Known as SPARROW (Spatially Referenced Regression on Watershed attributes), this model was originally developed by USGS and used on portions of the Red-Assiniboine River basin through partnerships with National Research Council Canada, and Environment and Climate Change Canada. Thanks to the creation of harmonized datasets, it was now possible to extend the model north into the Canadian portion of the basin. This project got underway in 2011 and was completed in 2015. SPARROW was then used in the Great Lakes basin as part of ongoing efforts to clean up nutrient pollution, notably in Lake Erie, where an Adaptive Management Plan developed by Environment and Climate Change Canada and the US Environmental Protection Agency makes use of the model’s results.

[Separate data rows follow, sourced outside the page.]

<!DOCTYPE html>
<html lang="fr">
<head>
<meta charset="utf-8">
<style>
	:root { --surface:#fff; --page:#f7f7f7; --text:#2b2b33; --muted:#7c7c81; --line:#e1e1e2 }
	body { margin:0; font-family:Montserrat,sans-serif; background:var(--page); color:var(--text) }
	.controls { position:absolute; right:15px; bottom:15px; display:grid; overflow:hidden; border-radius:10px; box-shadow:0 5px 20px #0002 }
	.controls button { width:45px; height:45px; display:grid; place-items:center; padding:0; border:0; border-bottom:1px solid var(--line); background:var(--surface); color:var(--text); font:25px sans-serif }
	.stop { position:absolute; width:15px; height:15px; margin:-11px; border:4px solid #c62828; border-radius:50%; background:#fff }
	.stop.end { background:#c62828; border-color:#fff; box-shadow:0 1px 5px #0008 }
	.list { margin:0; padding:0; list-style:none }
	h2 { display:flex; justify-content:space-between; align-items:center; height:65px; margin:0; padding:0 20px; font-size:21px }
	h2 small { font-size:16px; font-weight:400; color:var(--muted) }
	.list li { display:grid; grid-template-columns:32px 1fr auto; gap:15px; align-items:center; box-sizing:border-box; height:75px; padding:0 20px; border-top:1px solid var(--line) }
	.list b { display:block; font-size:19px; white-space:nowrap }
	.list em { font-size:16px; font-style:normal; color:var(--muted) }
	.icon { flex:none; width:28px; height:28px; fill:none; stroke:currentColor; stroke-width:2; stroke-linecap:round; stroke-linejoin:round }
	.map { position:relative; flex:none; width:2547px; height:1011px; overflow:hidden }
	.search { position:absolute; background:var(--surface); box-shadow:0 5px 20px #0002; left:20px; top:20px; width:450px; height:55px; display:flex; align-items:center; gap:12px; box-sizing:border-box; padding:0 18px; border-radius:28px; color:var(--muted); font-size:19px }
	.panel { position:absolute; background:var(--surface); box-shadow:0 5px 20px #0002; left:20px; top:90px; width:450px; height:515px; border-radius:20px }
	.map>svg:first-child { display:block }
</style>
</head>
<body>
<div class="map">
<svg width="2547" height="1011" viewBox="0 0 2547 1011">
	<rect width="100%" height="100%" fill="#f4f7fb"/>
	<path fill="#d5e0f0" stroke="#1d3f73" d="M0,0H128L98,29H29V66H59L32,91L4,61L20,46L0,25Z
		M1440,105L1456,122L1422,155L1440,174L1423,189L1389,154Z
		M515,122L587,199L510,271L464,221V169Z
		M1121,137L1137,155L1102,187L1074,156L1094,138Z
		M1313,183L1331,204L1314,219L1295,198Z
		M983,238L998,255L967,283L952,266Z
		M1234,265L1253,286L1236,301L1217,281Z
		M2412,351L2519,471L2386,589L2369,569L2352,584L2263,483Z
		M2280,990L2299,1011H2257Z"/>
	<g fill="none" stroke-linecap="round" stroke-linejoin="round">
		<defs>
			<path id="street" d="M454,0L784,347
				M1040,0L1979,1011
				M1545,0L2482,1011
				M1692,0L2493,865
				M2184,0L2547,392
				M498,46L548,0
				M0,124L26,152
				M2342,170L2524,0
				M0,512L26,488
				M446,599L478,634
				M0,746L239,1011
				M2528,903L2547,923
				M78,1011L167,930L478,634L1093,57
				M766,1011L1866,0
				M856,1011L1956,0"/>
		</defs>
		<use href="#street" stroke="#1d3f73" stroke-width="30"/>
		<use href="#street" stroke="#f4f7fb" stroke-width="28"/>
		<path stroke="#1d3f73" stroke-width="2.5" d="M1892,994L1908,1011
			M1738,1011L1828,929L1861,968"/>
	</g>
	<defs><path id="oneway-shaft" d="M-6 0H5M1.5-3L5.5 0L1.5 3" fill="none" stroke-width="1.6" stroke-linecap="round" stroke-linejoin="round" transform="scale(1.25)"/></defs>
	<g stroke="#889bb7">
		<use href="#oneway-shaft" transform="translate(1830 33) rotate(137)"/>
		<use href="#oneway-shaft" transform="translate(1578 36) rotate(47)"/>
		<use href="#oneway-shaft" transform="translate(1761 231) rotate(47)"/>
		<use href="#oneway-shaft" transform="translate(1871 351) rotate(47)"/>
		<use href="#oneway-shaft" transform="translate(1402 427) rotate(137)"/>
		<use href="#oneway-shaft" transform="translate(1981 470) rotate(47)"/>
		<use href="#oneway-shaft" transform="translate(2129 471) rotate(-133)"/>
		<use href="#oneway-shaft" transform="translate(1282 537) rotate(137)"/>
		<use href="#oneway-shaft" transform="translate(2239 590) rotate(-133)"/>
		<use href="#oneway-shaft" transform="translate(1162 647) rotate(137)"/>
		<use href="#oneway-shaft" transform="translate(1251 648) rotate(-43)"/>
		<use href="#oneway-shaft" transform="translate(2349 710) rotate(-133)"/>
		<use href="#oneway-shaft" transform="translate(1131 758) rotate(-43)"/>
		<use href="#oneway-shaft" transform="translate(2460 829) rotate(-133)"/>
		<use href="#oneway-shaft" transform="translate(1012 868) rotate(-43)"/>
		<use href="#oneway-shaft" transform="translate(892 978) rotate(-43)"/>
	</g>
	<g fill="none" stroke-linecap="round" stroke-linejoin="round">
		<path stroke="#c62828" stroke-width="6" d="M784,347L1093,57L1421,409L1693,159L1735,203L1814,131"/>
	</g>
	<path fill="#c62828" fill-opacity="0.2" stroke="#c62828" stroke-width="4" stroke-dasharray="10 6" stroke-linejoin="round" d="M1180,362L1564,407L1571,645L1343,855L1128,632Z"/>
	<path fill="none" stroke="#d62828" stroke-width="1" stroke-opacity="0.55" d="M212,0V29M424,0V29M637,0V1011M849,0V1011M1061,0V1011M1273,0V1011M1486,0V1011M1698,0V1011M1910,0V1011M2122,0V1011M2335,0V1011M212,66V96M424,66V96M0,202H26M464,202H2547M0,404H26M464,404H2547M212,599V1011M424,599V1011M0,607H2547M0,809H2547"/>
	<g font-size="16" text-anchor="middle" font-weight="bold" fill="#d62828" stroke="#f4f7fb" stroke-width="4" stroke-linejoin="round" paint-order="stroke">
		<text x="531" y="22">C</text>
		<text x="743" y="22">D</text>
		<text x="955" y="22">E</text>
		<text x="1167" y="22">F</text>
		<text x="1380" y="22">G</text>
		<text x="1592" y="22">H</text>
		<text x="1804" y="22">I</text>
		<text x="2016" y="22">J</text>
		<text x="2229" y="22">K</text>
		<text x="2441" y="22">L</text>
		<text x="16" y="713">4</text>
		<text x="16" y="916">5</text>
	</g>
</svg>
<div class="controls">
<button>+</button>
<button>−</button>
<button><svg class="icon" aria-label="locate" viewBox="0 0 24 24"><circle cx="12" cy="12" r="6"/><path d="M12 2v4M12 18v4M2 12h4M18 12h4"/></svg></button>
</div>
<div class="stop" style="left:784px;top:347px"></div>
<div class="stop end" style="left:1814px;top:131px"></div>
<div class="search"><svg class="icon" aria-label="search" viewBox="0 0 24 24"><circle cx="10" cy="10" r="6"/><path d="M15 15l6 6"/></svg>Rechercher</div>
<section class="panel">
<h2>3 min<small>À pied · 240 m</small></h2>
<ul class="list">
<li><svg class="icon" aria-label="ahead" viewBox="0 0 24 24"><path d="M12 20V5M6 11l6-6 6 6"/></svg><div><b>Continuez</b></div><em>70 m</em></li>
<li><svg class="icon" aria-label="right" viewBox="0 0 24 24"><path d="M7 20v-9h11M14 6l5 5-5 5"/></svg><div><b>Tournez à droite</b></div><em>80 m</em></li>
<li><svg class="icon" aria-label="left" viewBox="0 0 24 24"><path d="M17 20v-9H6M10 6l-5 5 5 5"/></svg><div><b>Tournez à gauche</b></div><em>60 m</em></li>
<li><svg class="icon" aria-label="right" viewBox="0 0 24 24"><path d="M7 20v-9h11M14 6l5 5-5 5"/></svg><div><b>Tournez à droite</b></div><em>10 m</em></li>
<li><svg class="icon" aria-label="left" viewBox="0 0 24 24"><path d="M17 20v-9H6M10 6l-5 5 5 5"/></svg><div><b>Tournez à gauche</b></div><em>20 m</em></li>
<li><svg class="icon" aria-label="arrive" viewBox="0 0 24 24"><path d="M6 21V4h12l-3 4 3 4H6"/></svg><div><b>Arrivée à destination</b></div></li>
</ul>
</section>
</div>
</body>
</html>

A SPARROW map of the Red and Assiniboine River basins. Credit: IJC
Planning for the Future with Climate Change
Due to climate change, it is becoming more difficult for water managers and IJC boards to rely on past records to predict conditions on transboundary lakes and rivers. To help boards prepare and plan accordingly, the IWI has supported IJC boards to assess the potential impacts of climate change in their basins.
Using tools such as climate models can help boards assess potential impacts to their specific responsibilities, determine how future changes in the climate may impact the work that board does, and possible changes to ensure it can still carry out its mission.
This is known as the “Climate Change Guidance Framework,” and was first implemented by the International St. Croix River Watershed Board in 2017. At that time, the board found that the region in general will become warmer and wetter, potentially exacerbating water quality issues and both wet and dry conditions. The board is considering updating its assessment with additional data and newer computer models in coming years.
Other IJC boards are in varying stages of implementing the framework: the International Osoyoos Lake Board of Control, International Kootenay Lake Board of Control and the International Rainy-Lake of the Woods Watershed Board have all taken steps to apply the framework to their respective responsibilities. Additionally, the principles of the framework were used as part of the Lake Champlain-Richelieu River flooding study completed in 2022 and by the Great Lakes-St. Lawrence River Adaptive Management Committee as it reviews the effectiveness of the Lake Ontario-St. Lawrence River regulation plan.
These strategic initiatives of the IWI all help ensure that water managers, agencies and IJC boards have the information they need to make sound decisions and prevent and resolve disputes before they become bigger problems, which is part of the value of the IWI.
IJC Commissioner Lance Yohe cuts into a cake celebrating 25 years of the IWI during the Commission’s Spring Semi-Annual Meeting in Washington, D.C. Credit: IJC
Kevin Bunch is a writer-communications specialist at the IJC’s US Section office in Washington, D.C.